Listed records
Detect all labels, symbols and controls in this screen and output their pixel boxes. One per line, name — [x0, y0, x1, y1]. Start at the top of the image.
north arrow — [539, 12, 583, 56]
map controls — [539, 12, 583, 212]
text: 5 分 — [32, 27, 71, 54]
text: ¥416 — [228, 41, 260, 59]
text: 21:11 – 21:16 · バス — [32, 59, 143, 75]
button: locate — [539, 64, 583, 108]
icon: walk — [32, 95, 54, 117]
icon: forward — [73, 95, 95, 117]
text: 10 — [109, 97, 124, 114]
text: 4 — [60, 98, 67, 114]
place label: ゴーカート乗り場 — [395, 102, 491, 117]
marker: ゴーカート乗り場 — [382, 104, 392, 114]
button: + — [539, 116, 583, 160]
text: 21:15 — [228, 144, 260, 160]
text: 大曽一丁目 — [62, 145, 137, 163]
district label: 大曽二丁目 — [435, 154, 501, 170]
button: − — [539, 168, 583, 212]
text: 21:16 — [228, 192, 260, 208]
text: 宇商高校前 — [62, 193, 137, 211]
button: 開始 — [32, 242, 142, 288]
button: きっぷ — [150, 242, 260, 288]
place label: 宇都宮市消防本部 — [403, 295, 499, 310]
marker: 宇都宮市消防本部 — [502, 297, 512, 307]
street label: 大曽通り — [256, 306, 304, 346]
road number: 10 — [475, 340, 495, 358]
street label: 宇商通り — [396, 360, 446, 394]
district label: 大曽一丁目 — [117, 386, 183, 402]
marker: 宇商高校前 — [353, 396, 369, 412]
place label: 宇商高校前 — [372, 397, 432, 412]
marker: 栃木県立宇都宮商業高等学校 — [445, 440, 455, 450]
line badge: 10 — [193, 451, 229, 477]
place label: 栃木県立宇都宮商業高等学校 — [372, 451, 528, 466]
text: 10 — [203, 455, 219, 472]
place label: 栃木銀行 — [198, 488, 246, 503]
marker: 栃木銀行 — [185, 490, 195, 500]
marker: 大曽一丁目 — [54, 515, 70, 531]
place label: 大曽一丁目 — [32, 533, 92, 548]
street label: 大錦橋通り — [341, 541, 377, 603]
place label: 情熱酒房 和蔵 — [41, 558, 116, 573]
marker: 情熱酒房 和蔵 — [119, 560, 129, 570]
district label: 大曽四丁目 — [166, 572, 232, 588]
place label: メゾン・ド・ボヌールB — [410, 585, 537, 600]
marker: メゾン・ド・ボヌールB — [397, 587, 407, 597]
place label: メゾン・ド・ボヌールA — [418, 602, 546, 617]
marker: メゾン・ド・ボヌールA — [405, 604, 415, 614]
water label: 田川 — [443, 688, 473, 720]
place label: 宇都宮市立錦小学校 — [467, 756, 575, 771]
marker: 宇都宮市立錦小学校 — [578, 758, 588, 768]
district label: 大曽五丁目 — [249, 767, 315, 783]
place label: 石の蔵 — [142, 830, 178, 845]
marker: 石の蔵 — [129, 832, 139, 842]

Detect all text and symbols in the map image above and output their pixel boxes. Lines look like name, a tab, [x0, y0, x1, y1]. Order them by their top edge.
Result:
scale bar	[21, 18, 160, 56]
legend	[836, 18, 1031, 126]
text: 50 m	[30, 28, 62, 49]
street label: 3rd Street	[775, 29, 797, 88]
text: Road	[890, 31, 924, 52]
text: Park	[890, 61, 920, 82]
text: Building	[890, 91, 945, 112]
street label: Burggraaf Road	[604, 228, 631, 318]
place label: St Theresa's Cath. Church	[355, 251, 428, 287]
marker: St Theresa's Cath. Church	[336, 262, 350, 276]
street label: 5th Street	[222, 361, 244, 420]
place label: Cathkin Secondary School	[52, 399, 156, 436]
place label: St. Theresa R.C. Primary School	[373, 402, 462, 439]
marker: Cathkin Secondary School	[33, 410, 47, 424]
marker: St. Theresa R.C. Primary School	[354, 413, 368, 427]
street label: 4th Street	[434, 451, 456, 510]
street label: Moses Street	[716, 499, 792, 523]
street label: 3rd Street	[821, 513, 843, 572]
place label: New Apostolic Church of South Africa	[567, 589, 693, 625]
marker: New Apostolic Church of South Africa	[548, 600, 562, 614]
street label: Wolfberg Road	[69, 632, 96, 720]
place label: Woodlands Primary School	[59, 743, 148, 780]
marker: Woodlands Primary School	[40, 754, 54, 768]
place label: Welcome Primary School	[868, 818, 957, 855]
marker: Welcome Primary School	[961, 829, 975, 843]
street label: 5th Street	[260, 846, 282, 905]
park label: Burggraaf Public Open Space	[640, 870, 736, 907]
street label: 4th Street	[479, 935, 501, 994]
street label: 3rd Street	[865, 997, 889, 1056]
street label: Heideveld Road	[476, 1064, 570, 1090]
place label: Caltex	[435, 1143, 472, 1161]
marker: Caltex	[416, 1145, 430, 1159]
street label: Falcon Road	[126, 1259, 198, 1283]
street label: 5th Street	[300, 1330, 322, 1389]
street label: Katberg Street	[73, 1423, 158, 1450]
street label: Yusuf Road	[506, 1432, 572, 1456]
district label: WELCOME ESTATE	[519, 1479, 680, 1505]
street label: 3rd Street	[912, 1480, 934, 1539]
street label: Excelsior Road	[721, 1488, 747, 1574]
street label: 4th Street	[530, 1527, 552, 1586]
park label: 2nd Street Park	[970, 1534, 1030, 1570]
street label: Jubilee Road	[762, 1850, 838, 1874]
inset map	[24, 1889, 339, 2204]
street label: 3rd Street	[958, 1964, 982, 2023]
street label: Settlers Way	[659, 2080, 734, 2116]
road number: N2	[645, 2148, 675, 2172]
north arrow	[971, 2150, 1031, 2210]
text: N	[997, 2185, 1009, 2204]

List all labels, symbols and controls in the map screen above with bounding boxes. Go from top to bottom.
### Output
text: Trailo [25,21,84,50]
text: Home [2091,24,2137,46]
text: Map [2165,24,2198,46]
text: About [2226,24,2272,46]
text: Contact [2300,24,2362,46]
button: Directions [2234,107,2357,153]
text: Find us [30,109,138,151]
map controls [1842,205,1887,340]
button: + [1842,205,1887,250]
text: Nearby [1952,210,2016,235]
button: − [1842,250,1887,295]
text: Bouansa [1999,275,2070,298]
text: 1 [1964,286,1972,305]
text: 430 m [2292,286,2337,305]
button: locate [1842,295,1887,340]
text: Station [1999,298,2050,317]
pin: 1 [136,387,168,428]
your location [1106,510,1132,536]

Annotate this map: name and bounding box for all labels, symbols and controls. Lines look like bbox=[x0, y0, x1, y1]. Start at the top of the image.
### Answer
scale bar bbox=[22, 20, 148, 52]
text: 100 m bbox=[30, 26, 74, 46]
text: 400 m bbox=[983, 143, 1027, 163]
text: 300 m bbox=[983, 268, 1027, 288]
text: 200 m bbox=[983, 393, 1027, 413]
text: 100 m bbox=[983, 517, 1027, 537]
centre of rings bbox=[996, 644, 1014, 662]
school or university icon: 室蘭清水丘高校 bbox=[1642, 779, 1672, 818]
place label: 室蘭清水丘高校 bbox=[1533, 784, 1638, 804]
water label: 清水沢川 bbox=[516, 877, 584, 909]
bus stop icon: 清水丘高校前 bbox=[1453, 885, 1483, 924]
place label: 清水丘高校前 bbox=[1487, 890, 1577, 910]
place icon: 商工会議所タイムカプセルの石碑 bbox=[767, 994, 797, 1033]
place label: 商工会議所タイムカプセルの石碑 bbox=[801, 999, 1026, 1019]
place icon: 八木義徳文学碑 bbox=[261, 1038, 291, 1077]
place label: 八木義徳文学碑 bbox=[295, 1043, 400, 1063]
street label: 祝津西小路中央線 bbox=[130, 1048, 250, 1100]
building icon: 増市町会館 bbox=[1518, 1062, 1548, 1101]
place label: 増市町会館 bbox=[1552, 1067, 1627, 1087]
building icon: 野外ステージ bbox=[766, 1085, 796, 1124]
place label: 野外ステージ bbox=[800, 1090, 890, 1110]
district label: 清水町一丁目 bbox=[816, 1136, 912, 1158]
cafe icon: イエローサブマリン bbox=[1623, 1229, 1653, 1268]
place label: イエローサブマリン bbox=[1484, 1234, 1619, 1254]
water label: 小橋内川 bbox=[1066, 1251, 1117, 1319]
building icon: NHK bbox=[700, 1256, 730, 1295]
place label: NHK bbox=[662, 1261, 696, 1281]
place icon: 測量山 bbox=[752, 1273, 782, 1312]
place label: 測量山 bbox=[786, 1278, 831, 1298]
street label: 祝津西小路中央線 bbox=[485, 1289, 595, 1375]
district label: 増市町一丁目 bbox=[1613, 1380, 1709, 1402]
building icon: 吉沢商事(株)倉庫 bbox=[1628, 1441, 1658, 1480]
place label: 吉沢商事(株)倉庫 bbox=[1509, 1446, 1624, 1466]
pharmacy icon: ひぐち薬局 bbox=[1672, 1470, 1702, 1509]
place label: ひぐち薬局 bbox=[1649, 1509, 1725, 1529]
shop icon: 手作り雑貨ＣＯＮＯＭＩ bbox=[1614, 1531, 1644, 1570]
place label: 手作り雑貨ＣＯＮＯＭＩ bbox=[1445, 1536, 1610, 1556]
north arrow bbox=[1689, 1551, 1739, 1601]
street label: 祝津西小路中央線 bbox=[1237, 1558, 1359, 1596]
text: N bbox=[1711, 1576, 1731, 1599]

What the exercise asks
Go through the material and copy each line that contains "ボヌールB".

Response box
place label: メゾン・ド・ボヌールB — [410, 585, 537, 600]
marker: メゾン・ド・ボヌールB — [397, 587, 407, 597]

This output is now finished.